Why would romance readers be interested in George R.R. Martin's fantasy saga A Song of Ice and Fire? Because George R.R. Martin's series is full of relationships, and there's nothing romance readers like better than that, is there? The loyalty or treachery associated with each of myriad relationships propels every action occuring within the pages—and will soon do the same on the small screen (for an in-depth read of the books themselves, visit our sister site, Tor.com, for their Game of Thrones series). HBO debuts its miniseries version of George R.R. Martin’s Game of Thrones on April 17th, and so we point the H&H spotlight on Daenerys Stormborn Targaryen, the woman who considers herself the rightful ruler of Westeros.
(The following post contains spoilers for Book 1, A Game of Thrones.)
'You are the one who forgets himself,' Dany said to [Viserys]. 'Didn’t you learn anything that day in the grass? Leave me now, before I summon khas to drag you out. And pray that Khal Drogo does not hear of this, or he will cut open your belly and feed you your own entrails.'
Daenerys Stormborn Targaryen is, in many ways, a traditional heroine whose story has been told many different times. A young woman, from a difficult family situation, who finds herself married to an older stranger. Many a historical romance has started out in similar fashion.
But Game of Thrones isn’t a romance; Dany’s story begins well before her birth. Her older brother Viserys and her mother, who is pregnant with her, flee King's Landing. Her mother dies while giving birth to Dany, leaving her and her brother to fend mostly for themselves. Viserys, intent on regaining the kingdom that has been taken from his family and avenging his father and brother’s death, has nothing with which to bargain. He needs an army to regain a crown he already envisions on his head.

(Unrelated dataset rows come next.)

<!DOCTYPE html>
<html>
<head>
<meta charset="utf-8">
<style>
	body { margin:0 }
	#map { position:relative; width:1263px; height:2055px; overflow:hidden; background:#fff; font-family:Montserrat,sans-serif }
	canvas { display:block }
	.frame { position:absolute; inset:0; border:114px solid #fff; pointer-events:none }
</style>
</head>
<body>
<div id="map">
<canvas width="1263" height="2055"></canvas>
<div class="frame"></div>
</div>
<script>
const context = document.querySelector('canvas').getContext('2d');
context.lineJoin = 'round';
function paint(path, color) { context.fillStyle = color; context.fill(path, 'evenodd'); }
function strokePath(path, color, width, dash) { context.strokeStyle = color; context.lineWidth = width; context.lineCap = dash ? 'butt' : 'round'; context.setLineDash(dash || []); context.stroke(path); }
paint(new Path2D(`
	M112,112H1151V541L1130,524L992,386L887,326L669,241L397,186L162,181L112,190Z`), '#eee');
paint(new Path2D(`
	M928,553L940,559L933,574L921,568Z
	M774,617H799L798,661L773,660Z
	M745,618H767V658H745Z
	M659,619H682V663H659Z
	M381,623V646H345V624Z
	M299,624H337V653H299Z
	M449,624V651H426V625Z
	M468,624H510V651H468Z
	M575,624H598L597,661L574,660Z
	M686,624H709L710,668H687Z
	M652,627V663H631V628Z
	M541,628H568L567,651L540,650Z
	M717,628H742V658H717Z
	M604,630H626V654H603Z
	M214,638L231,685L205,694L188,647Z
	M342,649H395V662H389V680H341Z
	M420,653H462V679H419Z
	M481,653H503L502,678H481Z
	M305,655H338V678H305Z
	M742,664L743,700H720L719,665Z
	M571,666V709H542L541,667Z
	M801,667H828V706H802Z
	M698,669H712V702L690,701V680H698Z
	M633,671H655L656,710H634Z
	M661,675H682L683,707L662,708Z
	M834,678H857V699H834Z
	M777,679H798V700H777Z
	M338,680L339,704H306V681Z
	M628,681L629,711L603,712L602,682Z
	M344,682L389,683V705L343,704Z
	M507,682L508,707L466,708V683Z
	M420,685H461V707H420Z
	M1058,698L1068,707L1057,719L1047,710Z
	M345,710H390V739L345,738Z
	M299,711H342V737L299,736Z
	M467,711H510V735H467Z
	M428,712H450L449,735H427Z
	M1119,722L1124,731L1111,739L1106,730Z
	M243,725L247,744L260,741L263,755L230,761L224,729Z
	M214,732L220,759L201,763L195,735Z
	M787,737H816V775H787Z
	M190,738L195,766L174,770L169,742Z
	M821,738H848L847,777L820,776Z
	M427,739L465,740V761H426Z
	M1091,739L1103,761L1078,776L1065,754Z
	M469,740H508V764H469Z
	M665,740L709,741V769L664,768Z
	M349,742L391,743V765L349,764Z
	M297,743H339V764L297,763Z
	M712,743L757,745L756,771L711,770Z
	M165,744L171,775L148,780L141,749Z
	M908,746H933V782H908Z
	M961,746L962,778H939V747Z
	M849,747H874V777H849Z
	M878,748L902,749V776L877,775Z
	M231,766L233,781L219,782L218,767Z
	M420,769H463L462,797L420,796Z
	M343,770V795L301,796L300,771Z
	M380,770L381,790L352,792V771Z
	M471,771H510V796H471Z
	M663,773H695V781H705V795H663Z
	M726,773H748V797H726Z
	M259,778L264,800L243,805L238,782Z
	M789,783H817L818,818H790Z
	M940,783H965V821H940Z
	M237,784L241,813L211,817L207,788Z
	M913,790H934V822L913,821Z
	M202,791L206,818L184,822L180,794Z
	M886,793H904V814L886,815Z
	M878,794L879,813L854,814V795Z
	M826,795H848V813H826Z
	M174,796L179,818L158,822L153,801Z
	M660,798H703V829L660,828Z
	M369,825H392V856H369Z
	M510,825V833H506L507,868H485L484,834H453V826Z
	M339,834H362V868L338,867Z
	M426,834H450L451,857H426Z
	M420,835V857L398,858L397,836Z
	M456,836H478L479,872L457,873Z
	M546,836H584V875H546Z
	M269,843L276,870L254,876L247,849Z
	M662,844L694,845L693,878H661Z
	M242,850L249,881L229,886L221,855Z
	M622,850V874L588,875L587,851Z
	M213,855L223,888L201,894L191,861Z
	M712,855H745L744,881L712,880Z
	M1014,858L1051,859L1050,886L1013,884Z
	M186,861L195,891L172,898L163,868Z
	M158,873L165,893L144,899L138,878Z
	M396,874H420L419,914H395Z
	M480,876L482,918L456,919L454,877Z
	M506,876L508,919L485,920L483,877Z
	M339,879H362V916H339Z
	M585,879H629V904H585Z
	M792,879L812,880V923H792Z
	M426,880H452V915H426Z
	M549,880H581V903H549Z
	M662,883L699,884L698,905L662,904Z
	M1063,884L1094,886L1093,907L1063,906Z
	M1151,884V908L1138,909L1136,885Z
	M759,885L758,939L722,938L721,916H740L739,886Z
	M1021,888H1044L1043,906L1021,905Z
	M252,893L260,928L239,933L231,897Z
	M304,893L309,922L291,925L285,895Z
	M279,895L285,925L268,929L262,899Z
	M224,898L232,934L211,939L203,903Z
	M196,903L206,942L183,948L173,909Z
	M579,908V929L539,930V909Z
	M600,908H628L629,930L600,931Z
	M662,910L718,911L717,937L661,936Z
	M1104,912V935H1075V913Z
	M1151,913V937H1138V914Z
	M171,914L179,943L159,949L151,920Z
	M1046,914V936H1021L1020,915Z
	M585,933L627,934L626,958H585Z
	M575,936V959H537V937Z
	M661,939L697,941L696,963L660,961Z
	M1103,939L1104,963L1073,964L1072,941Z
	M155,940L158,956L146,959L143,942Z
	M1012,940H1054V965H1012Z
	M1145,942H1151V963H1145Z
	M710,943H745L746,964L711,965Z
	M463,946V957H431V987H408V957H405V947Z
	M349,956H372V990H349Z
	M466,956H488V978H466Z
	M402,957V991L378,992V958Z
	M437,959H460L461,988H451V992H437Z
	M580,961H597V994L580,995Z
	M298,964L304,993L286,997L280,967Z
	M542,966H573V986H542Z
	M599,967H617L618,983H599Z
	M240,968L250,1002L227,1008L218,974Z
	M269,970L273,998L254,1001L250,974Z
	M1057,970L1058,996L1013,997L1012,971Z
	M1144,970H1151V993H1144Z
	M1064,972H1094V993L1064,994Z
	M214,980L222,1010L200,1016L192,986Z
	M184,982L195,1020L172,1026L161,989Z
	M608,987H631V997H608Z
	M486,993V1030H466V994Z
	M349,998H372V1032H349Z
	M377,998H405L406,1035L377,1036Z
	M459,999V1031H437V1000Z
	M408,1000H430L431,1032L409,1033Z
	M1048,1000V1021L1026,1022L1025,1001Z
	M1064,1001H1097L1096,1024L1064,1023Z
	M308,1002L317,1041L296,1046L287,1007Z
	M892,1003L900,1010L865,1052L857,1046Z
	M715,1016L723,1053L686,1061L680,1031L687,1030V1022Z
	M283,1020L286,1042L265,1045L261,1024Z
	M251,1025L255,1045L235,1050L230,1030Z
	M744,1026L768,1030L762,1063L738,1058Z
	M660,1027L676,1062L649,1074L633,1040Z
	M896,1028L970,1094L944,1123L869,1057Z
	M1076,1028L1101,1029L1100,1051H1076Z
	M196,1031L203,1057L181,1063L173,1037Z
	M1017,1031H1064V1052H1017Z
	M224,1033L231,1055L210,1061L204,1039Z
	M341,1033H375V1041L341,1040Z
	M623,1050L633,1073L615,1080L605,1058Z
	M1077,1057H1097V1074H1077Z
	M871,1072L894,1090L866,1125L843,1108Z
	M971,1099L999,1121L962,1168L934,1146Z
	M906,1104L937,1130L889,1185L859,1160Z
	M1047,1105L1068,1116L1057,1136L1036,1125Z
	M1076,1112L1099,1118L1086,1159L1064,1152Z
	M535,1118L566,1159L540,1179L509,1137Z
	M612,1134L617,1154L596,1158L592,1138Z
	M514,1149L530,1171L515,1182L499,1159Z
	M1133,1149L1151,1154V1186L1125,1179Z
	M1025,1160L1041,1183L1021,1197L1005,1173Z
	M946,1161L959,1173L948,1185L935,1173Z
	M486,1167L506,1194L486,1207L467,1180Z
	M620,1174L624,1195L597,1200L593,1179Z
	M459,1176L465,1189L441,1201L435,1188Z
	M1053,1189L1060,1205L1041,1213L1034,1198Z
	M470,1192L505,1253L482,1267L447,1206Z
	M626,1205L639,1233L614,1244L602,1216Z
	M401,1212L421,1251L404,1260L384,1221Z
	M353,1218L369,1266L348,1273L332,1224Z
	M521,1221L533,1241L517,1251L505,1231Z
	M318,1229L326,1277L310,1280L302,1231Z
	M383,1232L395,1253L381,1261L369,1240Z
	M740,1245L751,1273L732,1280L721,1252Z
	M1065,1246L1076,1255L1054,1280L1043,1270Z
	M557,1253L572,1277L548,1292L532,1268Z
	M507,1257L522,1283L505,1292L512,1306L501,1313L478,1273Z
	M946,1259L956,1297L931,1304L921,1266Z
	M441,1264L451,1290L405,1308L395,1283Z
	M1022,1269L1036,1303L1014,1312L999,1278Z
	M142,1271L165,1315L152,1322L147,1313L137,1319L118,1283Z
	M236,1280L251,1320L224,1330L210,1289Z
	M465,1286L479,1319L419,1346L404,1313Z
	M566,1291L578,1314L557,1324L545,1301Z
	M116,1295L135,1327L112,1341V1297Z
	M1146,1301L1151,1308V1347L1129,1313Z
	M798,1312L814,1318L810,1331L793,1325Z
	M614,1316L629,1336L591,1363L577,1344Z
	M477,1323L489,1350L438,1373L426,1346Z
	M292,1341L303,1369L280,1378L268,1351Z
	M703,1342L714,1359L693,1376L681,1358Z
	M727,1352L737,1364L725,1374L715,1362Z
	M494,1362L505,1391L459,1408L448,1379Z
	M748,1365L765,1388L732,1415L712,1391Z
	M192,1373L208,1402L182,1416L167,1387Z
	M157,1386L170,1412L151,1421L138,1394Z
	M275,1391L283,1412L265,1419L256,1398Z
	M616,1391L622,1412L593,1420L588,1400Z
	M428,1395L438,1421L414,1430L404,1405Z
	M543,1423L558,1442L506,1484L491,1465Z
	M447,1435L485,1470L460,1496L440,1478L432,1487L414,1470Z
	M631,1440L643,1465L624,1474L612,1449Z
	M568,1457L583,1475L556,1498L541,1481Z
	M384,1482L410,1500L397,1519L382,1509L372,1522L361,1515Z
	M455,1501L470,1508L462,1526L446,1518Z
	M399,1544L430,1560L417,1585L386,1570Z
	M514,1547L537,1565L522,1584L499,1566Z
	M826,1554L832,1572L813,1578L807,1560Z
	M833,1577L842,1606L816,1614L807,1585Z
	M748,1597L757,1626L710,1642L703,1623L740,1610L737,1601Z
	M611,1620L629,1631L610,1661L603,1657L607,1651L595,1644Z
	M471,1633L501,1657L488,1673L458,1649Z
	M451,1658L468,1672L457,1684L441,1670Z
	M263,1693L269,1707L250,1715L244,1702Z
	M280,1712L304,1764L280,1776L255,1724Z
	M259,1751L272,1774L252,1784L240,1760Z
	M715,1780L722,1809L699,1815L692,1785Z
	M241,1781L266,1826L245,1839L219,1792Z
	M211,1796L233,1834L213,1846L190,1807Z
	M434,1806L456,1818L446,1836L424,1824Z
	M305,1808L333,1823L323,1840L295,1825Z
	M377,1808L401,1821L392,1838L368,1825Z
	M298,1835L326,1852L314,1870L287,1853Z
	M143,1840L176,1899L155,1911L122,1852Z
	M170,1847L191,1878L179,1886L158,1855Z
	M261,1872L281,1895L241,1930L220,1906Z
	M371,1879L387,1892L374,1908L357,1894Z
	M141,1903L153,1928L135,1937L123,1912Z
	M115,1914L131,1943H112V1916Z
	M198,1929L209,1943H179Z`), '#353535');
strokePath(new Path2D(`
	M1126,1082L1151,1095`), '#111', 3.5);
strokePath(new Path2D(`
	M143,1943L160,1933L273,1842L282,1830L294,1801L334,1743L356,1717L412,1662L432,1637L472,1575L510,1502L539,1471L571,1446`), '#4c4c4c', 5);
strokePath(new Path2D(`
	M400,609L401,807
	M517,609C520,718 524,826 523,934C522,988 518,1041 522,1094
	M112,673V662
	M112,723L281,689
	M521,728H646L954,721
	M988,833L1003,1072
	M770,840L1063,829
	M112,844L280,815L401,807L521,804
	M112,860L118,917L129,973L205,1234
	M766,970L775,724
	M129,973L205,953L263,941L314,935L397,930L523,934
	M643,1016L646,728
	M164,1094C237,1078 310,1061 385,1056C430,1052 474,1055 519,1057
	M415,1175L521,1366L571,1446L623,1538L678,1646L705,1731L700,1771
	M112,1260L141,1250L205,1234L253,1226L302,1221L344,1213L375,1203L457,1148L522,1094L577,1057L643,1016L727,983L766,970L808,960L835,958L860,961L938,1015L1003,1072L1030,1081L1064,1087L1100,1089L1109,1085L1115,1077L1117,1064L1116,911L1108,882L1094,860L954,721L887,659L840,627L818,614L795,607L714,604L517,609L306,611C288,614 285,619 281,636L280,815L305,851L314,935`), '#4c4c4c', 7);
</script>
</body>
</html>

So Viserys sells his sister to a foreign ruler who promises an army of fierce warriors to help him. As usual, Daenerys has no say in what happens to her. She has grown up both clinging to her brother as her only living relative, and being afraid of him as he terrorizes her. When he tells her she has to marry Khal Drogo of the Dothraki, she begs him to relent. She doesn’t even remember this “Iron Throne” that seems to be not only her brother’s obsession, but the dictator of her life as well. She doesn’t want it. All she wants is to go back to one of her favorite places where they’d lived in their exile, and lead a simple life.
Her brother, of course, who's dreaming of glory in battle much more than actually ruling a people, forces her to go through with the wedding. Much like a historical romance, however, the marriage turns out better than expected.
The Dothraki are a fierce and strange people to Daenerys, the culture completely different. They are a nomadic people who live their lives on horseback. The culture is definitely survival of the fittest, not the divine right of kings and queens. The language is harsh and unfamiliar and those are just the gentle customs. They are a people who battle often, against other clans and sometimes against each other. At Khal Drogo and Dany’s wedding, twelve people die during the festivities! One hell of a party, right?
Viserys doesn't care what kind of people he is selling his sister to, as long as he gets what he wants out of the deal. If Drogo beats her to death at the wedding reception, which would have been his right, that would have been an acceptable loss. As it happens, though, the “other” of the Dothraki are more palatable (both to the reader and to Daenerys) to the brother she’s known her entire life. Her brother continues to treat her as he always had, disregarding how their relative situations had changed. How that ends is no surprise, although how he ends is inventive to say the least!
New husband. New Pregnancy. Beloved queen . . . what could possibly go wrong?